Negotiating a Medical Bill

If you've recently been ill or injured, you know how fast the bills for medical services can pile up. Even if you are lucky enough to have medical health insurance, the deductible and co-payments can leave you deeply in debt. For those who have no medical coverage, the situation is drastically worse, especially since your unable to get a second job to pay medical debts. Take advantage of tips to negotiating a medical bill to try to reduce the amounts owed.

Find out what tests, procedures or other treatments you will need and what types of providers will be conducting the medical services. For instance, you may need the services of a radiologist or anesthesiologist that will be billed separately from the hospital charge or the doctor or surgeons fees. Then, find out what the fair price in your area is. Forearmed with this information, you will have a starting point for negotiations. To find out how much visits and treatments cost, give the medical provider's office a call and ask for the billing office or someone on the administrative staff.

Negotiating Tips

If you have insurance, give the medical provider the name of the provider. If you are self insured or have no insurance, the price that you are given will often be higher because insurance companies negotiate lower fees. Once you realize this, it will be easier to negotiate for a lower price.

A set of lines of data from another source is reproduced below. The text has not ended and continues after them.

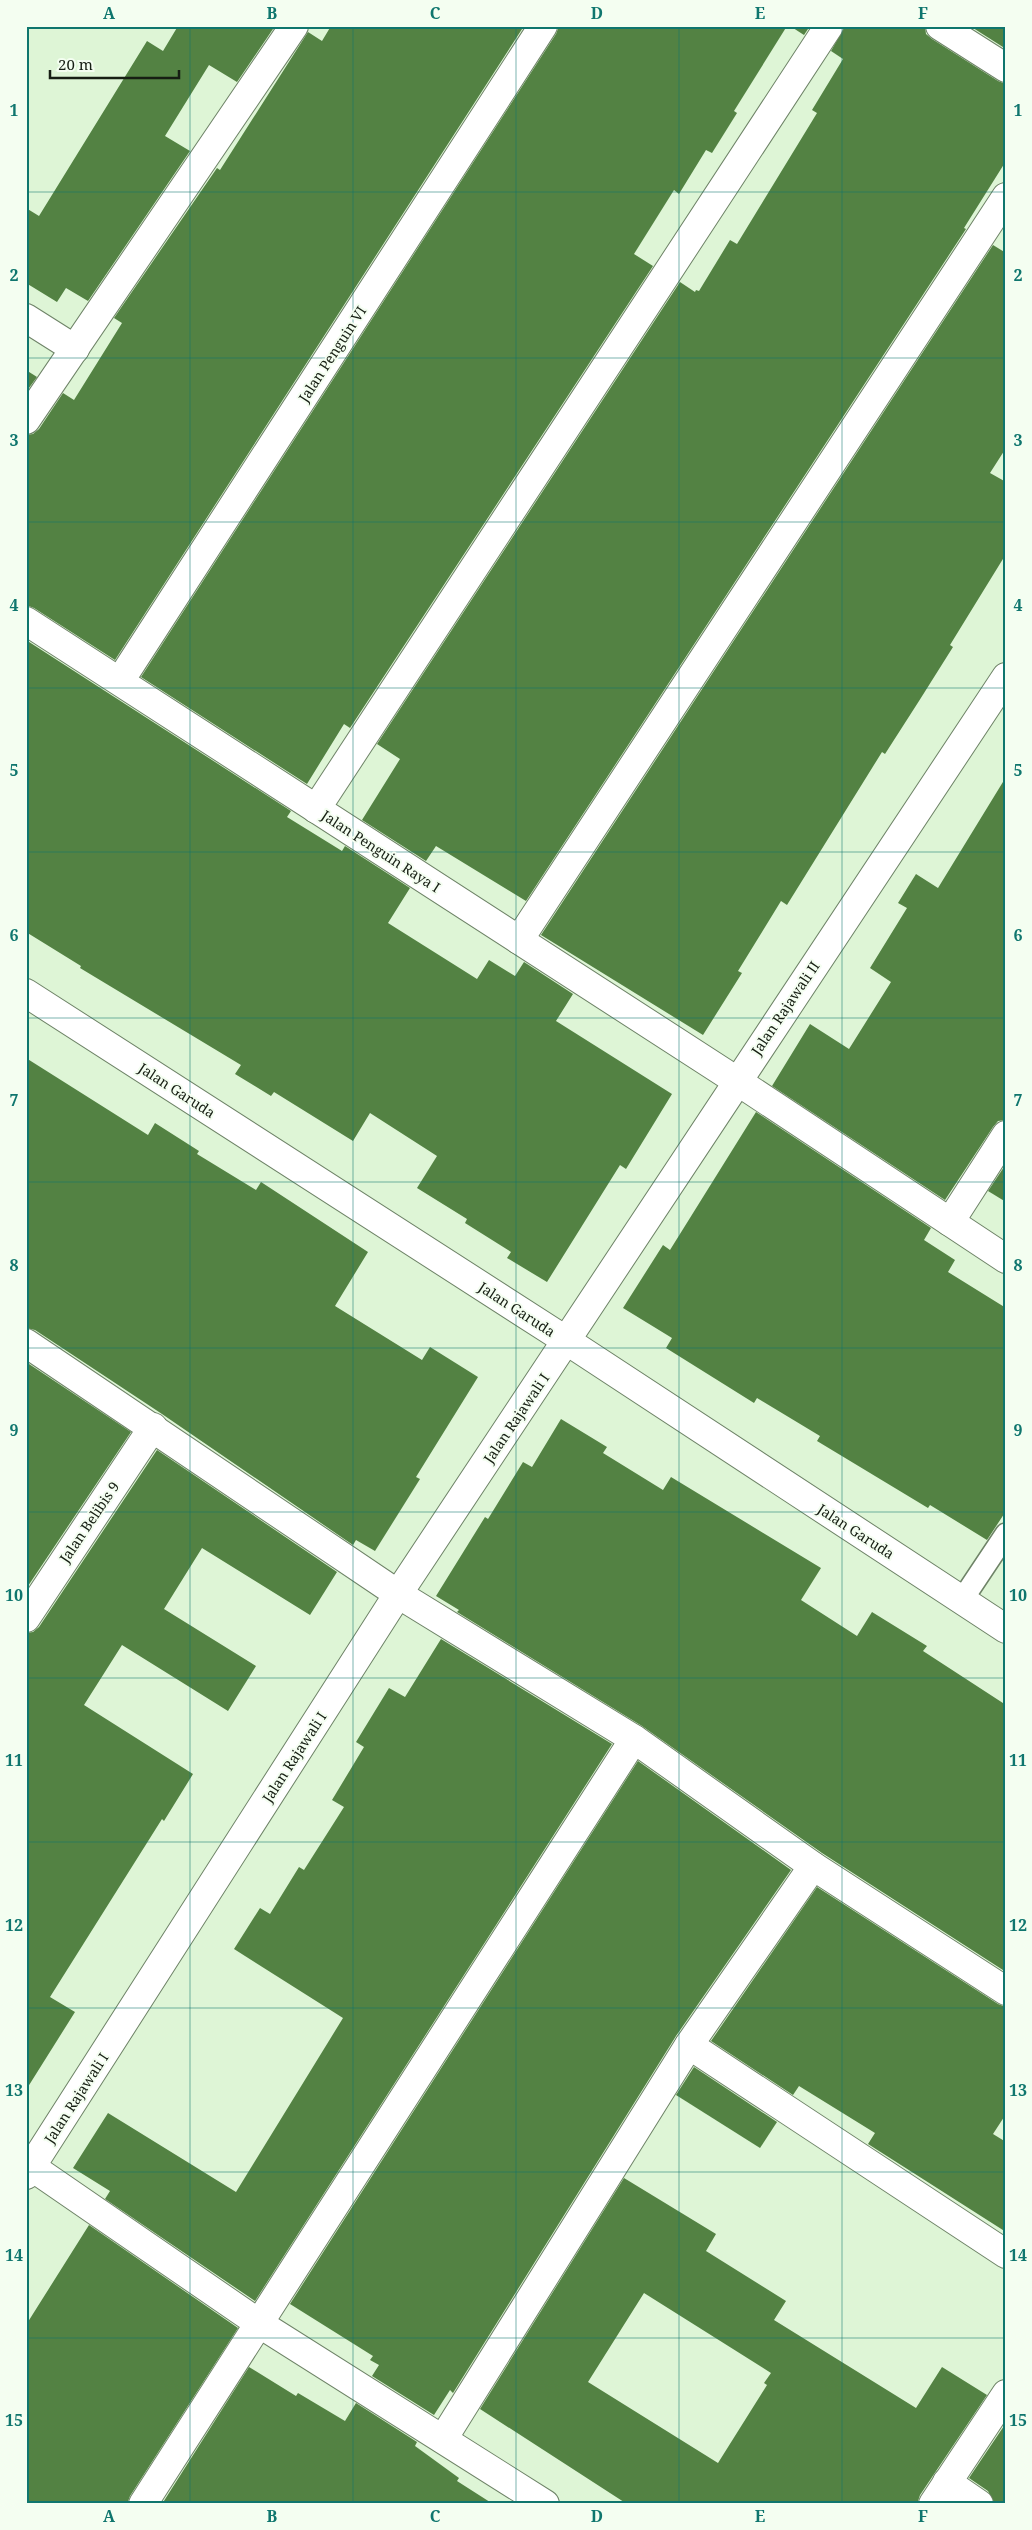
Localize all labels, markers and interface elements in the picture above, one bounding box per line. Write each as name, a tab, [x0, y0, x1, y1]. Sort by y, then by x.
text: A	[103, 2, 116, 24]
text: B	[267, 2, 278, 24]
text: C	[430, 2, 441, 24]
text: D	[591, 2, 603, 24]
text: E	[755, 2, 765, 24]
text: F	[918, 2, 928, 24]
scale bar	[50, 48, 179, 80]
text: 20 m	[58, 54, 93, 74]
text: 1	[9, 99, 19, 121]
text: 1	[1013, 99, 1023, 121]
text: 2	[9, 264, 19, 286]
text: 2	[1013, 264, 1023, 286]
street label: Jalan Penguin VI	[293, 302, 370, 407]
text: 3	[9, 429, 19, 451]
text: 3	[1013, 429, 1023, 451]
text: 4	[9, 594, 19, 616]
text: 4	[1013, 594, 1023, 616]
text: 5	[9, 759, 19, 781]
text: 5	[1013, 759, 1023, 781]
street label: Jalan Penguin Raya I	[317, 805, 444, 896]
text: 6	[9, 924, 19, 946]
text: 6	[1013, 924, 1023, 946]
street label: Jalan Rajawali II	[746, 957, 824, 1060]
street label: Jalan Garuda	[134, 1058, 219, 1122]
text: 7	[9, 1089, 19, 1111]
text: 7	[1013, 1089, 1023, 1111]
text: 8	[9, 1254, 19, 1276]
text: 8	[1013, 1254, 1023, 1276]
street label: Jalan Garuda	[474, 1277, 559, 1341]
street label: Jalan Rajawali I	[478, 1369, 553, 1467]
text: 9	[9, 1419, 19, 1441]
text: 9	[1013, 1419, 1023, 1441]
street label: Jalan Belibis 9	[54, 1478, 123, 1567]
street label: Jalan Garuda	[813, 1499, 898, 1563]
text: 10	[5, 1584, 23, 1606]
text: 10	[1009, 1584, 1027, 1606]
street label: Jalan Rajawali I	[257, 1708, 330, 1807]
text: 11	[5, 1749, 23, 1771]
text: 11	[1009, 1749, 1027, 1771]
text: 12	[5, 1914, 23, 1936]
text: 12	[1009, 1914, 1027, 1936]
street label: Jalan Rajawali I	[39, 2049, 112, 2148]
text: 13	[5, 2079, 23, 2101]
text: 13	[1009, 2079, 1027, 2101]
text: 14	[5, 2244, 23, 2266]
text: 14	[1009, 2244, 1027, 2266]
text: 15	[5, 2409, 23, 2431]
text: 15	[1009, 2409, 1027, 2431]
text: A	[103, 2505, 116, 2527]
text: B	[267, 2505, 278, 2527]
text: C	[430, 2505, 441, 2527]
text: D	[591, 2505, 603, 2527]
text: E	[755, 2505, 765, 2527]
text: F	[918, 2505, 928, 2527]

Filing the insurance paper work costs a lot of money in overhead, and you should try to take advantage pointing out the money that the medical providers saves by not having to deal with the paperwork.

Medical providers charge Medicare lower fees for services. You can find out these fees from the website of the United States Department of Health & Human Services at HHS.gov. All you have to do is type in your zip code and you can see what is charged in your area. You don't have to be a senior citizen to use this as a starting point when you are trying to negotiate a medical bill.

Another bit of information that may make you feel more confident as you try to negotiate a lower charge for you medical treatment is that offering to pay cash at the time of service saves them from the future risk of having to collect on a delinquent debt. Once you have negotiated the lowest possible fee, ask for an additional discount by paying upfront.

Many medical providers have policies in place to help their patients who are facing huge hospital bills or fall within certain financial guidelines. If you foresee a problem paying for your medical expenses, ask if you may be eligible.

It's always best to negotiate medical fees before hand, but a lot of times it just isn't possible. If you have a large medical bill already, you can still negotiate.

If insurance has denied any item on your bill claiming that your policy doesn't cover the service, call the billing department at the medical provider's office. They can often make adjustments in the coding and specify that the tests or services were medically necessary. The insurance company may pay the charge on the resubmitted bill. Be sure to request that the updated bill is sent to you as well as the insurance company so that your records will show any changes in charges.

If you have exhausted all of your options to reducing what you owe when negotiating a medical bill and are still faced with a huge debt, request a payment plan. Let the billing department know how much you are able to pay on the balance each month and stick to your agreement.